Que sabe a escola sobre os ciganos? Nada! Que dizem os currículos e os diferentes manuais escolares sobre eles? Que histórias contam? Que tradições narram? Nada! Não existem!... A não ser nos queixumes de alguns (maus) educadores.
Os ciganos “não se querem integrar”, “auto-excluem-se” e alimentam a imagem de “coitadinhos”; “acusam os outros de racismo, mas eles são os mais racistas”!
“Os dados sócio-económicos e atitudinais respeitantes à minoria cigana são absolutamente congruentes com os dados escolares inicialmente analisados e com as hipóteses culturais e identitárias aventadas. Partindo desta base sócio-económica e da falta de expectativas positivas quanto ao futuro o insucesso escolar massivo torna-se inevitável. O processo de aculturação antagonista e a reacção xenófoba (ou, na «melhor» hipótese, de indiferença) que tende a suscitar potenciam tanto o insucesso escolar como o choque cultural dentro e fora da escola e, certamente, também nos bairros em que constituem a minoria étnica mais pobre (e socialmente ignorada pelos poderes estatais e não só). O processo de adaptação sócio-cultural, contraditório com a estratégia histórica de aculturação antagonista, permanece bloqueado e esse bloqueio (escolar, sócio-económico, cultural e político) reforça a própria estratégia de aculturação antagonista, como única maneira viável de salvar a face e defender a honra do grupo.

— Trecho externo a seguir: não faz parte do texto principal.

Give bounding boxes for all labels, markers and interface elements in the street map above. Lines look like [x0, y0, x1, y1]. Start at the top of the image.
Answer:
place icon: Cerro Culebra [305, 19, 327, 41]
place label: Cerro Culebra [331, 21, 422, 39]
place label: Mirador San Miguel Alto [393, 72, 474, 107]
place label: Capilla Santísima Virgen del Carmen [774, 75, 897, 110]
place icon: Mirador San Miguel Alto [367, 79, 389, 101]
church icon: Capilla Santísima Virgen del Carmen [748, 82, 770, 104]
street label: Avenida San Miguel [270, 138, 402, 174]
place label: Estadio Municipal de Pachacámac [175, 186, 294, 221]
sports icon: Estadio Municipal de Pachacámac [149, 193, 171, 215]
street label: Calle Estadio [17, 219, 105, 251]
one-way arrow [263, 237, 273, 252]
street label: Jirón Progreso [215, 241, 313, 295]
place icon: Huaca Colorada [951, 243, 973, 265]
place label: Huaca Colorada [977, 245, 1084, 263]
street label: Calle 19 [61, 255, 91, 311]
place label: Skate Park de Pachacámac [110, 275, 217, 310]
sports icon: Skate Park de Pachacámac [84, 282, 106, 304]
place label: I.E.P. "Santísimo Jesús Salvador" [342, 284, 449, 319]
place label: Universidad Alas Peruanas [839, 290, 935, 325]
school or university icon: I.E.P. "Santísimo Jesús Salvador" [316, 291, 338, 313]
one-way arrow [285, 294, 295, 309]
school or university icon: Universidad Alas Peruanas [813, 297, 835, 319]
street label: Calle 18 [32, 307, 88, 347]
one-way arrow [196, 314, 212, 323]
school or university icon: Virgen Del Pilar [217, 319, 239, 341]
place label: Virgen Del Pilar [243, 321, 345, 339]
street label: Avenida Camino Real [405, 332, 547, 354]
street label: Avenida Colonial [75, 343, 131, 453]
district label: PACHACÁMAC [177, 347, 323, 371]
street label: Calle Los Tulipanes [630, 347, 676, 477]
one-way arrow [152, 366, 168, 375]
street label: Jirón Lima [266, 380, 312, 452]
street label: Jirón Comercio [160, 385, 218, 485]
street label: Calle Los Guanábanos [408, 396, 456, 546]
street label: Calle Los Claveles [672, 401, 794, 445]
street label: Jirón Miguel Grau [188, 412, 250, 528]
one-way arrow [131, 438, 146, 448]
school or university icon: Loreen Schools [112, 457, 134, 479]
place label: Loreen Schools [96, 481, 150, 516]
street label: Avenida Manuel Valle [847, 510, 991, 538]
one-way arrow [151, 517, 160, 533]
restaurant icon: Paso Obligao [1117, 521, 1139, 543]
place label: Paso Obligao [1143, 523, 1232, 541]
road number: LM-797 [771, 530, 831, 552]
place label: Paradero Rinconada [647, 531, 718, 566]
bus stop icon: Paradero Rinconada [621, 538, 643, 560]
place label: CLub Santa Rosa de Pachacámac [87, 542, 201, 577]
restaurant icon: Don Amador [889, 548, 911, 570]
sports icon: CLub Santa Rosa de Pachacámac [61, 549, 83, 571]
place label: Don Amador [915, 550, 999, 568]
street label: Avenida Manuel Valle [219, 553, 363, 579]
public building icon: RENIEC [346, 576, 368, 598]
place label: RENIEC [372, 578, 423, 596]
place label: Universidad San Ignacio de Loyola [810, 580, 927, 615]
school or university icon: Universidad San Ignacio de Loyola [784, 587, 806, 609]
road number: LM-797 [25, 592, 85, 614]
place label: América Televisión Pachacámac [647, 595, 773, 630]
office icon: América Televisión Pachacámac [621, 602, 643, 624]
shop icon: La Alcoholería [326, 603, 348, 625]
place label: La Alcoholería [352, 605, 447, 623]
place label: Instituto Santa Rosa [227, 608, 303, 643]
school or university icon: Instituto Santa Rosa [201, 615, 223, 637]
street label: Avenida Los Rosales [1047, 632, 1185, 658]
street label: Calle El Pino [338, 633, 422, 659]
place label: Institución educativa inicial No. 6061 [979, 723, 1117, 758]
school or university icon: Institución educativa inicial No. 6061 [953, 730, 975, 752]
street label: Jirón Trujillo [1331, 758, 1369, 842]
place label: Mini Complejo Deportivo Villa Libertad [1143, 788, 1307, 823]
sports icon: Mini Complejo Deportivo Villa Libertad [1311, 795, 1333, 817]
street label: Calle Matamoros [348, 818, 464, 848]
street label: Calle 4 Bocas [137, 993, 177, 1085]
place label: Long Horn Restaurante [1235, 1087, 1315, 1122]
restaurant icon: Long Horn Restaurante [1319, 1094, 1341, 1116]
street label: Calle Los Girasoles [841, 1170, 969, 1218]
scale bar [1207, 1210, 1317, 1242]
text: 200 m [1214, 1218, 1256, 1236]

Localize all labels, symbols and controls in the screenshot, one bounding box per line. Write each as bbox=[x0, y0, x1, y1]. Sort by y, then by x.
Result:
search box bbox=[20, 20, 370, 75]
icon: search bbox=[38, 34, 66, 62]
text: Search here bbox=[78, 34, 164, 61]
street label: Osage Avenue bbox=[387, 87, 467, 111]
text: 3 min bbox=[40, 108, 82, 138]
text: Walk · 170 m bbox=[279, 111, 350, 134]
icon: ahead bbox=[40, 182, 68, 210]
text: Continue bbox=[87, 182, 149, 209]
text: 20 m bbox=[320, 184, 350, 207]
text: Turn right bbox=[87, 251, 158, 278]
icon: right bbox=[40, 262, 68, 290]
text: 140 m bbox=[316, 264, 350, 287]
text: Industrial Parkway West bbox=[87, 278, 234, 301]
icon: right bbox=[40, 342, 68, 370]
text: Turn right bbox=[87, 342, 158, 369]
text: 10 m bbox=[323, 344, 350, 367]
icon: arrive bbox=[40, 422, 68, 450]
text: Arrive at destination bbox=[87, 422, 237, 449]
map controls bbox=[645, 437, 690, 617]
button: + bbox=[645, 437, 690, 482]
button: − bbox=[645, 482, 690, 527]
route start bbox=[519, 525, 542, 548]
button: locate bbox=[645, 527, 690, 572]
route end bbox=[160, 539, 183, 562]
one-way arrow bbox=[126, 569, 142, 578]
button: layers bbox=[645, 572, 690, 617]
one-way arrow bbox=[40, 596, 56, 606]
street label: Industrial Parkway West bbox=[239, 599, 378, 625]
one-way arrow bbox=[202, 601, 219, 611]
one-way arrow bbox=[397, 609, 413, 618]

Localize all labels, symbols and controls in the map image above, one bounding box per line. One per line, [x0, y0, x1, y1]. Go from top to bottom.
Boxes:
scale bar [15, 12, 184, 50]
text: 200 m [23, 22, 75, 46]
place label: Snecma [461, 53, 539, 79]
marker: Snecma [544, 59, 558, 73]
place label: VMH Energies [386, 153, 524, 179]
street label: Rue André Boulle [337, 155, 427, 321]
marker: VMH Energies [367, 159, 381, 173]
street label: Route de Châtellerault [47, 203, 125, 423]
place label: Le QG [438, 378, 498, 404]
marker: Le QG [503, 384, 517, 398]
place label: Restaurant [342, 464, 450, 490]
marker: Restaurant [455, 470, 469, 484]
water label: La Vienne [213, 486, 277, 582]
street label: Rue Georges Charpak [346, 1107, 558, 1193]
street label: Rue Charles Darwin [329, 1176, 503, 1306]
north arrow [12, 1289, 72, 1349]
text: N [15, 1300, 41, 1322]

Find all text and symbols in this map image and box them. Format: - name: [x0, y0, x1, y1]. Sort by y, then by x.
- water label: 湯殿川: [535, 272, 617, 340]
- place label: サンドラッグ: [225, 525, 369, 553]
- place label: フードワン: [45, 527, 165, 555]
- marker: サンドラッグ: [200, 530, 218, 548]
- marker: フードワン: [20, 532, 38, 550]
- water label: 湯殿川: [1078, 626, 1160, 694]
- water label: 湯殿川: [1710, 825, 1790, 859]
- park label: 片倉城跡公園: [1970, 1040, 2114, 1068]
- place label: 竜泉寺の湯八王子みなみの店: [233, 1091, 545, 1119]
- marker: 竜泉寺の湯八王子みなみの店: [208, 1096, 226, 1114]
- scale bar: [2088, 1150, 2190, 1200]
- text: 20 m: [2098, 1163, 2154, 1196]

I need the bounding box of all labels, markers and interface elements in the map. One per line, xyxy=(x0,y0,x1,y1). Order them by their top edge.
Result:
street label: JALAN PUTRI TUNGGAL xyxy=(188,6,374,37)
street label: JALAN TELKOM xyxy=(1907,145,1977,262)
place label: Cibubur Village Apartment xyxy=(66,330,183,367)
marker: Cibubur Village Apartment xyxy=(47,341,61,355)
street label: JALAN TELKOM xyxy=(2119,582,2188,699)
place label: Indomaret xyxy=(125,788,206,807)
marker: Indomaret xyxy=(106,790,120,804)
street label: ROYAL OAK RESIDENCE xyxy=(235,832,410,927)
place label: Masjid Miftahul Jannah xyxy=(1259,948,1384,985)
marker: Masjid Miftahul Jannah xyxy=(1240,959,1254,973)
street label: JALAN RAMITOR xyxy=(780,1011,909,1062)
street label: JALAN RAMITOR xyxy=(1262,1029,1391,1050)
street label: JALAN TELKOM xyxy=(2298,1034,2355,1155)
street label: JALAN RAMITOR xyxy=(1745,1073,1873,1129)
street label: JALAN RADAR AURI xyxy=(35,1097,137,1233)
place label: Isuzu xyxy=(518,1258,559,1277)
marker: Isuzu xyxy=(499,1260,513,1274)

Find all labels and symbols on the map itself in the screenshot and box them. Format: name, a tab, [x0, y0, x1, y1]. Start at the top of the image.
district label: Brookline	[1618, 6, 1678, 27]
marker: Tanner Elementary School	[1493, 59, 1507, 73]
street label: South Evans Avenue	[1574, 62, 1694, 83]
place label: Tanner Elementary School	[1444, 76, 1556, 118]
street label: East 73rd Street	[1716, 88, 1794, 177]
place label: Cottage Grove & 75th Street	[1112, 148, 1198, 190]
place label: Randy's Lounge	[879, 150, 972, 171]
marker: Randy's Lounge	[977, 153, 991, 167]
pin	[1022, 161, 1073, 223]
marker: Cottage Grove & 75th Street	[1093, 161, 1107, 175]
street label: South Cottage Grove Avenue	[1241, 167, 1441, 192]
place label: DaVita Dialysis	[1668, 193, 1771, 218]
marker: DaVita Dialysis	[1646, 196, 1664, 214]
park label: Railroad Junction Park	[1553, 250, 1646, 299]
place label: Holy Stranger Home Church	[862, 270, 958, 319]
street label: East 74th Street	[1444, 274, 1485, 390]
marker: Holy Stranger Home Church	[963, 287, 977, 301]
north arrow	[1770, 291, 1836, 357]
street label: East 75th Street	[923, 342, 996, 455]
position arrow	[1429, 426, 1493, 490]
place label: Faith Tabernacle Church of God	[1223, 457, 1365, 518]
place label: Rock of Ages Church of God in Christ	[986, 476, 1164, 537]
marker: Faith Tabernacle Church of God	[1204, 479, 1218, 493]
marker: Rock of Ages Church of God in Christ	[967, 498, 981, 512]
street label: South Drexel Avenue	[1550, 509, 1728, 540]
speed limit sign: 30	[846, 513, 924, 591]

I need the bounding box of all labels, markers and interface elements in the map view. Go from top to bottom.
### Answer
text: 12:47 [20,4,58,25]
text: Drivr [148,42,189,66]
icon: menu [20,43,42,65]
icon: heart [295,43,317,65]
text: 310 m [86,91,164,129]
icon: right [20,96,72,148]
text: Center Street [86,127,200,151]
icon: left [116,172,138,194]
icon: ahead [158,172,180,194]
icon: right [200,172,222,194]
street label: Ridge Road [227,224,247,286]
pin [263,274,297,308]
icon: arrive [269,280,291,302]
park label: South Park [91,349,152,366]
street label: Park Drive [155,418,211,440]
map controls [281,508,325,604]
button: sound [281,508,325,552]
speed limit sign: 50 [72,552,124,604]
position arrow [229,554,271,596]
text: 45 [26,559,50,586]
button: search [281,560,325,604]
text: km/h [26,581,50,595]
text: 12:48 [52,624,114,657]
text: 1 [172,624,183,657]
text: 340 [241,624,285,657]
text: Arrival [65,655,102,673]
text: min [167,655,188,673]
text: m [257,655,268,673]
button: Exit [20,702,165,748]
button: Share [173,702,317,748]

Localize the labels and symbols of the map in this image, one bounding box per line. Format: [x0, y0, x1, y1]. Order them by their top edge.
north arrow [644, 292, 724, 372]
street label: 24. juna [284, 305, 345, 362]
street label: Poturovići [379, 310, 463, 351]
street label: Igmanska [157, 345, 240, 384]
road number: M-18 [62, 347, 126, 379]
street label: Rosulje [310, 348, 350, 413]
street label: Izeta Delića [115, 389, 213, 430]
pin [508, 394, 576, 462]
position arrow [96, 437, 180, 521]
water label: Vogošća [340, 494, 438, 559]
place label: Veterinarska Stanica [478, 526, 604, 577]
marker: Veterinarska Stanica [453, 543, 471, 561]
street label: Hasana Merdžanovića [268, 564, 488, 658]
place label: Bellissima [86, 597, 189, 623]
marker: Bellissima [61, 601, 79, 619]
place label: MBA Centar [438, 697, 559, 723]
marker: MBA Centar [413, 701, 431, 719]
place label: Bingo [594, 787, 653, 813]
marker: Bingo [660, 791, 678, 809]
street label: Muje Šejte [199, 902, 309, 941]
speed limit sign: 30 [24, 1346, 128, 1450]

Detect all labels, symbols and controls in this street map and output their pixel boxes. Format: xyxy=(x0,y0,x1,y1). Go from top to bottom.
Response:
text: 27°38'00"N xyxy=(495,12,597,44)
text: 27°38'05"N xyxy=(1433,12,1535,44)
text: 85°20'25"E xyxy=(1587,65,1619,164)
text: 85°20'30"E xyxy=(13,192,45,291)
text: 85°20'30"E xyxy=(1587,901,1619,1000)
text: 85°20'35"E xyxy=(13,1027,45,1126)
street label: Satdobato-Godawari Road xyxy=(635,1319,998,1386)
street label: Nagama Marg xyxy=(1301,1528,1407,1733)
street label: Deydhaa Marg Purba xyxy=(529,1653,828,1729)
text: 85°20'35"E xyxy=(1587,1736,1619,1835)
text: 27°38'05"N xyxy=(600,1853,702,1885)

Entre a invisibilidade social inerente à pobreza e à exclusão social e a excessiva visibilidade negativa decorrente da estratégia de aculturação antagonista potenciada pela generalidade dos media, os ciganos portugueses permanecem como a mais grave e escandalosa de todas as situações de racismo e xenofobia registadas em Portugal.” (Pereira Bastos et al.)

O SOS Racismo, em parceria com a APODEC, na sequência do estudo realizado, desenvolve presentemente um projecto de promoção do Povo Cigano nos domínios da educação e da empregabilidade. O referido projecto visa, por um lado, responder às necessidades de formação académica e profissional dos jovens e, por outro, apoiar a procura de saídas profissionais.
Um dos eixos centrais do trabalho desenvolvido tem a ver com o combate às desigualdades de género, preparando as famílias e as jovens raparigas para uma intervenção activa nos domínios social e profissional.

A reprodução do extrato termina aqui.